# What is needed:
Filter the listing below for "Hruška" and report every line that has it.

# Dataset extract:
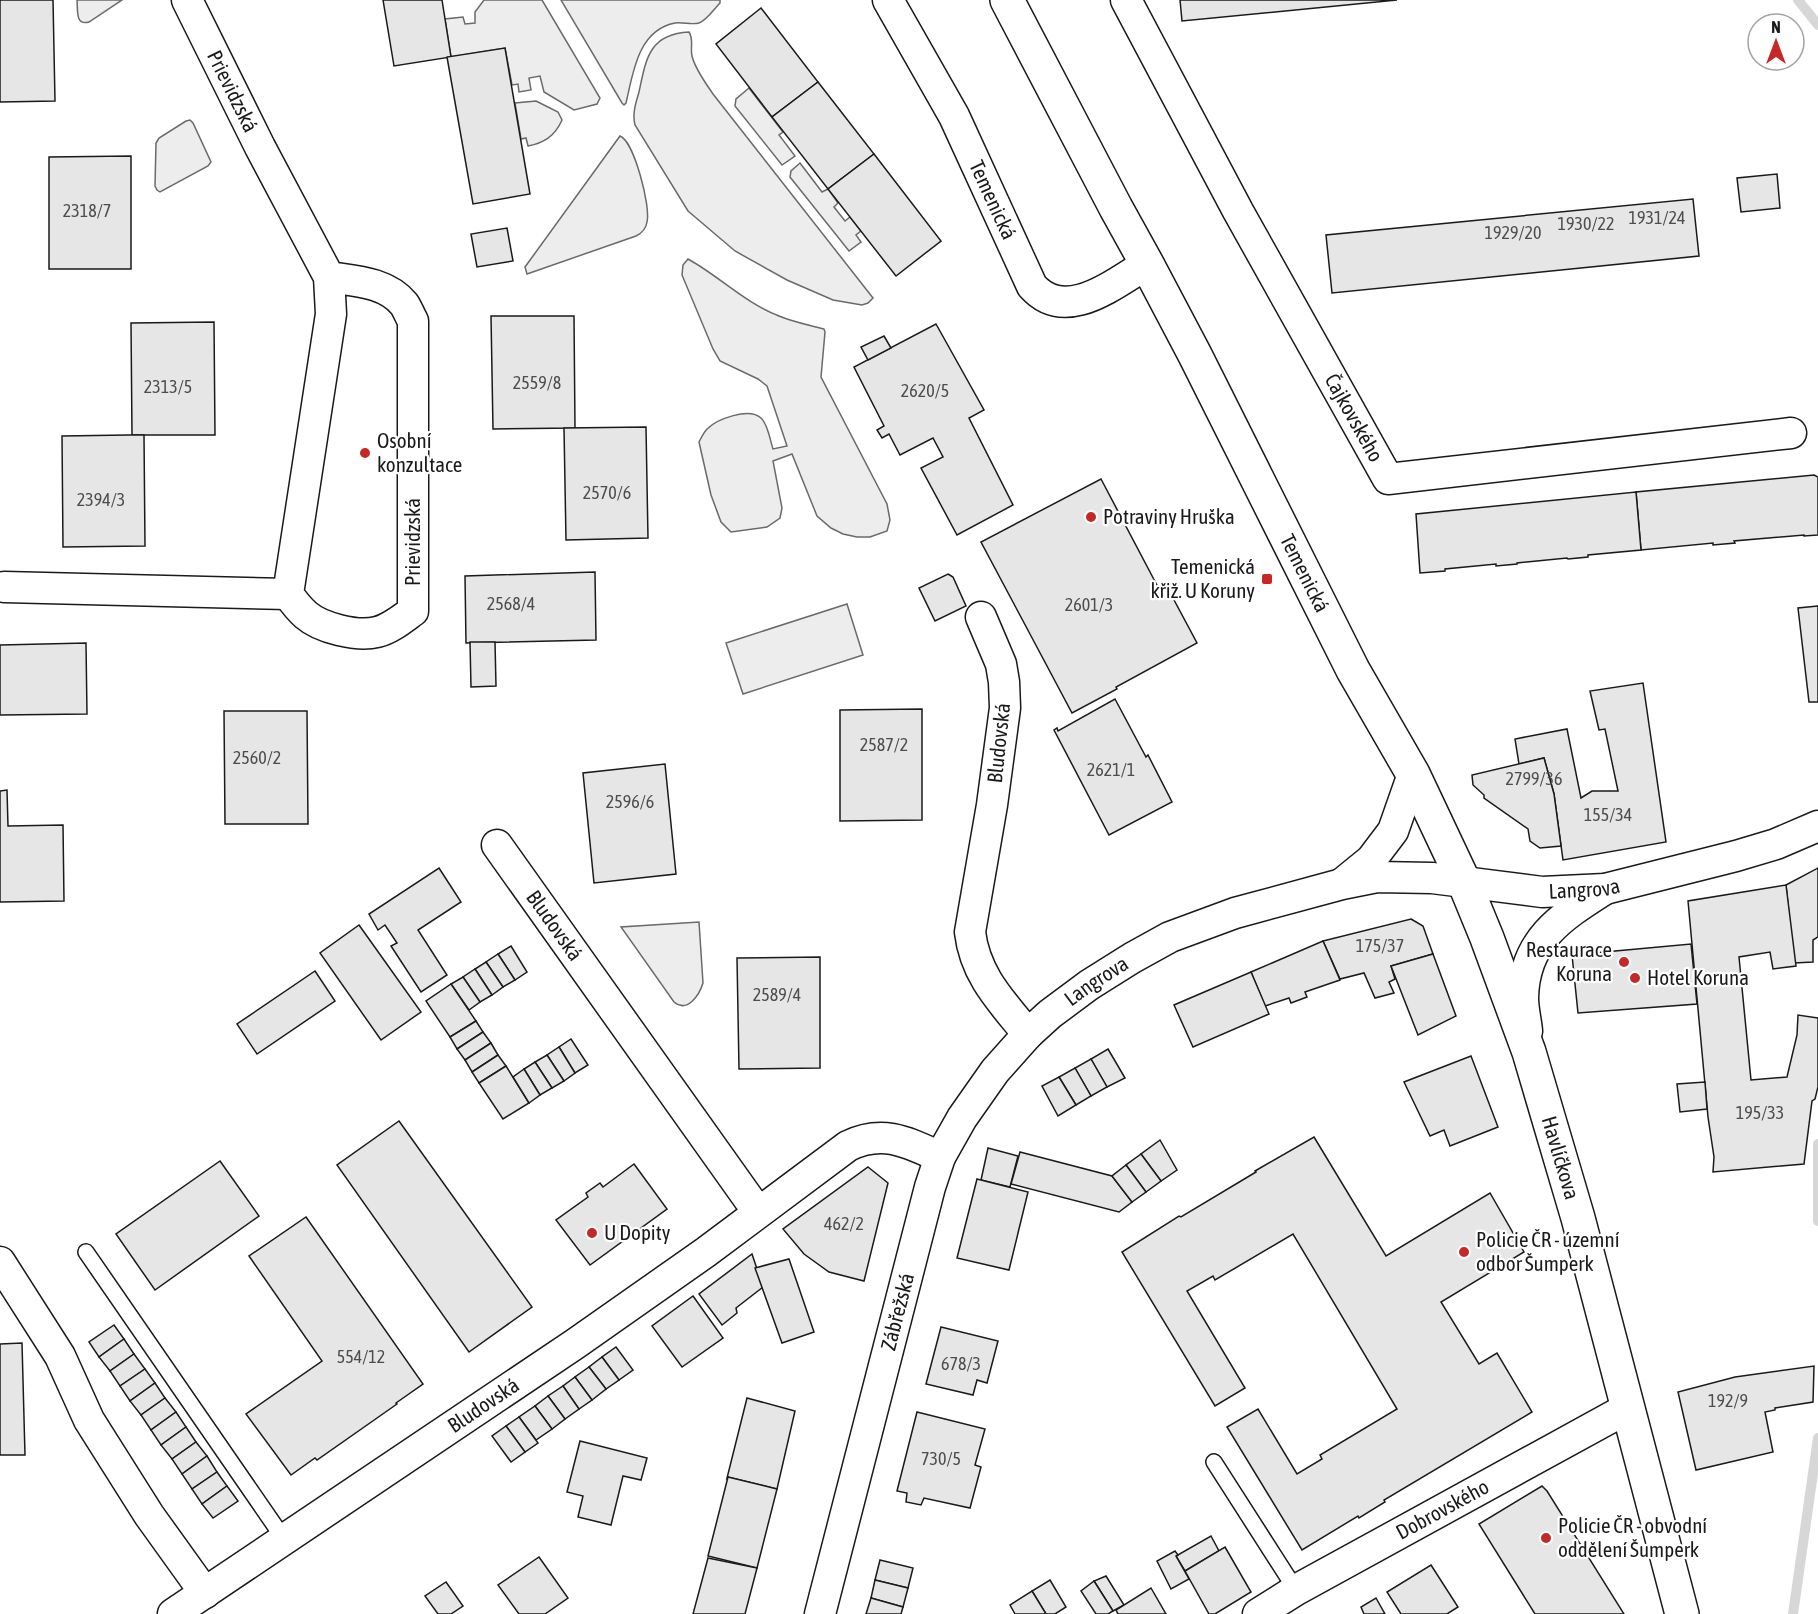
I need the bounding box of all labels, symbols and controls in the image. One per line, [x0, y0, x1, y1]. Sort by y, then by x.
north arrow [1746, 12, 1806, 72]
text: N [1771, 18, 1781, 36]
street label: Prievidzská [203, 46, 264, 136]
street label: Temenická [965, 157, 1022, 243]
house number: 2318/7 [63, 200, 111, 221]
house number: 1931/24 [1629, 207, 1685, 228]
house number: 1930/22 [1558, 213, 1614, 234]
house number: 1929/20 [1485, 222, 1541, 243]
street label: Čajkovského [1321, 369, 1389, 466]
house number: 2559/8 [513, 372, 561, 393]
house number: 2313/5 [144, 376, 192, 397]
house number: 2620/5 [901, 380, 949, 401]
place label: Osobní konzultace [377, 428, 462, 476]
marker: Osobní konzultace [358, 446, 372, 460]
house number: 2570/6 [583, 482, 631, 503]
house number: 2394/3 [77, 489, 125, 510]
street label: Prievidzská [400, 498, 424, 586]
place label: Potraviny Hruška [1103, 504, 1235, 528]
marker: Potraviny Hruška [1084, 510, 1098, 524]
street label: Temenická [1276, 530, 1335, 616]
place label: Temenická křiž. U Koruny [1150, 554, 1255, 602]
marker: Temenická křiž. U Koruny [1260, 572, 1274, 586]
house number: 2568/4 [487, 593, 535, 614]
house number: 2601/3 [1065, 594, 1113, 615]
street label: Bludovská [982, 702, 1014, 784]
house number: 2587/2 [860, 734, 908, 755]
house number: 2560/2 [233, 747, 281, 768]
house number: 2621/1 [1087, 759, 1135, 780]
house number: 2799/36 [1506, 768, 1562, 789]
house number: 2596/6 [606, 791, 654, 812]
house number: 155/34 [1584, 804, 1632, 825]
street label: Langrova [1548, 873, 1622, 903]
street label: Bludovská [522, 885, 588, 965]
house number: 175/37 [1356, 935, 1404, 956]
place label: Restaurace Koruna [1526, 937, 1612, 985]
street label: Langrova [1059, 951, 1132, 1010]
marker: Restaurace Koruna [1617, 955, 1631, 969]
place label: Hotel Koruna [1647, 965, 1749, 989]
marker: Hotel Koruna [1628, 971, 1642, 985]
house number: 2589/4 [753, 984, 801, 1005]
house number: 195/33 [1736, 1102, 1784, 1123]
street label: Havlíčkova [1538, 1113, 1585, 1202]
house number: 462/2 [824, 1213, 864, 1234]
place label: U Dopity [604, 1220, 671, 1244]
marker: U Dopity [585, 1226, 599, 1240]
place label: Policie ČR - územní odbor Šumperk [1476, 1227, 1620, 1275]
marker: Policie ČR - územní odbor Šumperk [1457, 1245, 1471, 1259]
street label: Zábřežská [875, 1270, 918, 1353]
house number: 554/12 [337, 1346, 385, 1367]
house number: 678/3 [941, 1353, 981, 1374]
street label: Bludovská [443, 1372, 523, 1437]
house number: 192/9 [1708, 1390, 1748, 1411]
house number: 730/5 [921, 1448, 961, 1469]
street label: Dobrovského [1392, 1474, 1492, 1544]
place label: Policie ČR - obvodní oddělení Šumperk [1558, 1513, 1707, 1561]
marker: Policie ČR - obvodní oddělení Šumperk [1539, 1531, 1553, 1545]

--

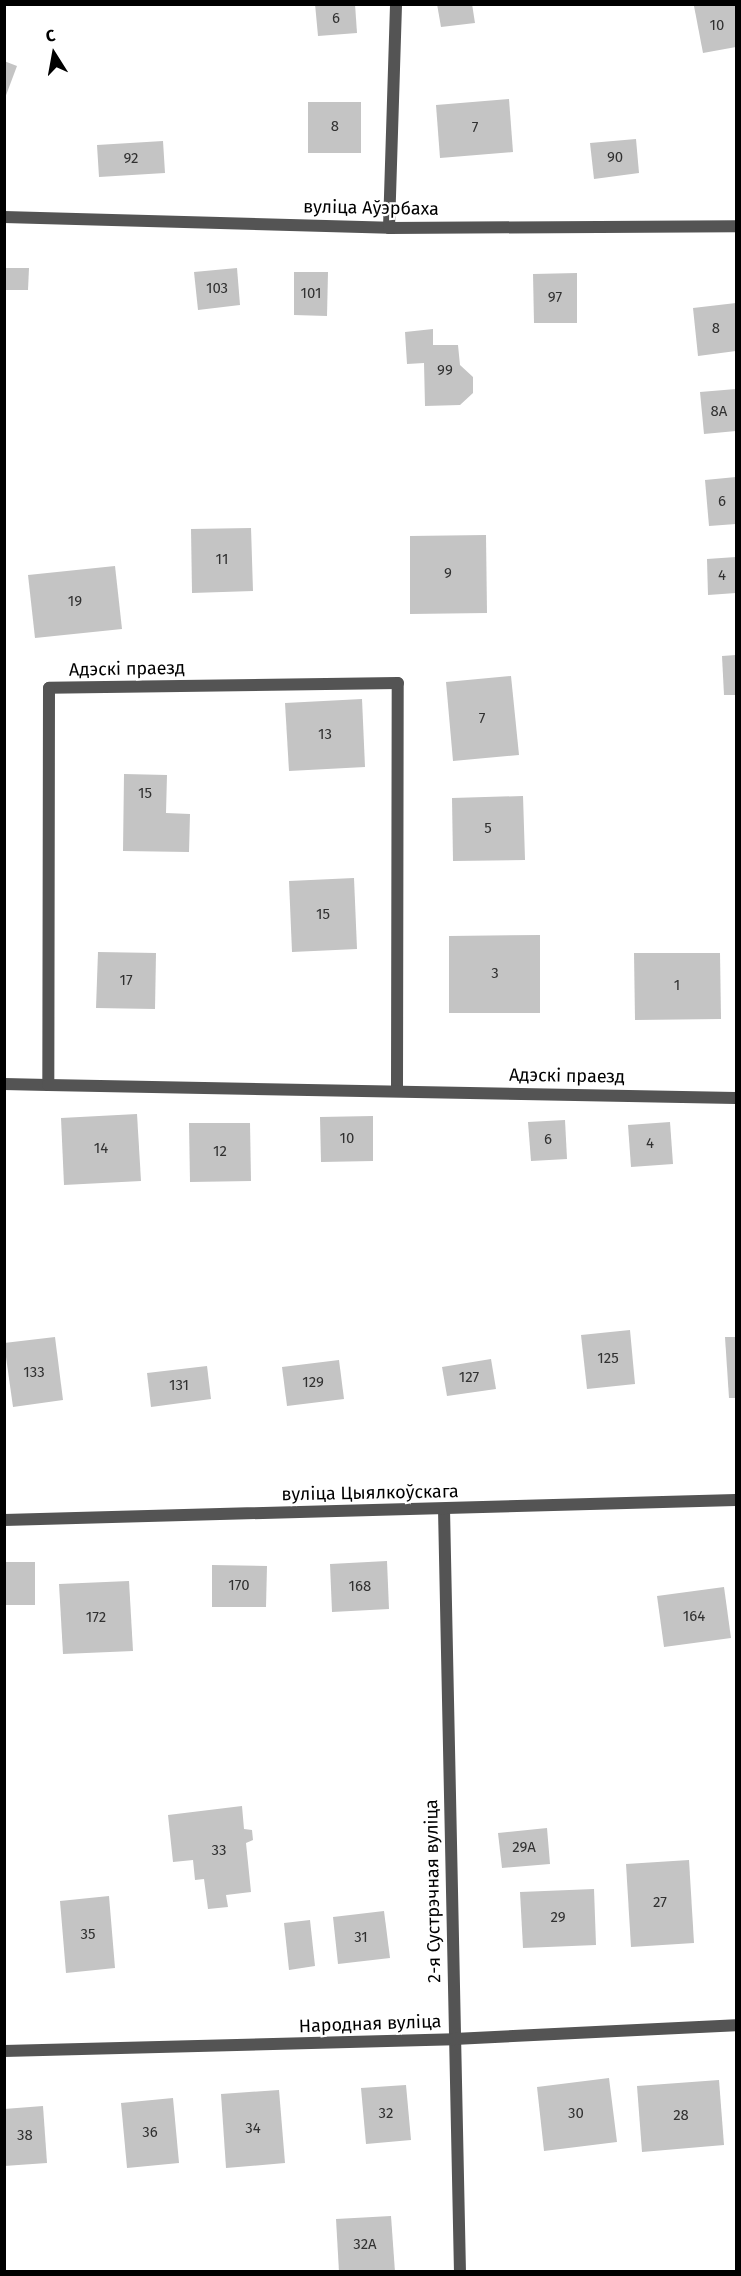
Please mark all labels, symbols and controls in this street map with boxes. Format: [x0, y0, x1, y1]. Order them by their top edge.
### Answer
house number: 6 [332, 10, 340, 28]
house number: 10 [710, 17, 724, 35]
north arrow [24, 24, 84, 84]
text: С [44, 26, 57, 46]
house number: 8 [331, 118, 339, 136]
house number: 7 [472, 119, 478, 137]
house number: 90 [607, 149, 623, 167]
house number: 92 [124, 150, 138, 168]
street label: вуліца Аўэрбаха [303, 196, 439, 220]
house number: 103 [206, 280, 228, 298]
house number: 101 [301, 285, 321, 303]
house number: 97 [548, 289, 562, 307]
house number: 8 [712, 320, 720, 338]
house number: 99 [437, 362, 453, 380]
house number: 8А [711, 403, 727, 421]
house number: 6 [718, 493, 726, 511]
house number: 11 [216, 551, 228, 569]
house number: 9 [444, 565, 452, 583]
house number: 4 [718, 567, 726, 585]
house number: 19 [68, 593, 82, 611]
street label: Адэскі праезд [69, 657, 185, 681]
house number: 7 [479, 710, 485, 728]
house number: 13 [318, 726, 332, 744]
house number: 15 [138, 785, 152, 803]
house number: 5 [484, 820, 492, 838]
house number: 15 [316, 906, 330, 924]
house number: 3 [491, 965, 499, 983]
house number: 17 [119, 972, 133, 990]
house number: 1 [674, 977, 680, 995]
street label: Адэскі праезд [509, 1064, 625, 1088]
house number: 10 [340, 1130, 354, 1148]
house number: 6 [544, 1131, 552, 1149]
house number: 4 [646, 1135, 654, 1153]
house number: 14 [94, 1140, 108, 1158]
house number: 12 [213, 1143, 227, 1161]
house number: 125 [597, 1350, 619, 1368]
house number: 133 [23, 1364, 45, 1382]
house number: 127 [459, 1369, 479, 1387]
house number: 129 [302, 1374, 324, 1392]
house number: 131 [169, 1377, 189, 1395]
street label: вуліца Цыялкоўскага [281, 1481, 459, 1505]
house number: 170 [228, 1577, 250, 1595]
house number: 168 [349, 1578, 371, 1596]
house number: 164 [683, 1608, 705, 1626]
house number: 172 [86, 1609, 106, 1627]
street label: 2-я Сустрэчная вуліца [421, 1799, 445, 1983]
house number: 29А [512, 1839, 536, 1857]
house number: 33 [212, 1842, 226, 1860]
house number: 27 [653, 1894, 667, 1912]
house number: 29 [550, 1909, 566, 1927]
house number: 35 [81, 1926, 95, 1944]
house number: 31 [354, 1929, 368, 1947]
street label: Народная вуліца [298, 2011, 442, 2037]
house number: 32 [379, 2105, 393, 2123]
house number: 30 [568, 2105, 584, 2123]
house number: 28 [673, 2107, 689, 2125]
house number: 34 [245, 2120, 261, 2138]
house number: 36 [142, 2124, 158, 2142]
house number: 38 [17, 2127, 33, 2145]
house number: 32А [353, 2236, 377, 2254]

# Answer to the problem:
place label: Potraviny Hruška [1103, 504, 1235, 528]
marker: Potraviny Hruška [1084, 510, 1098, 524]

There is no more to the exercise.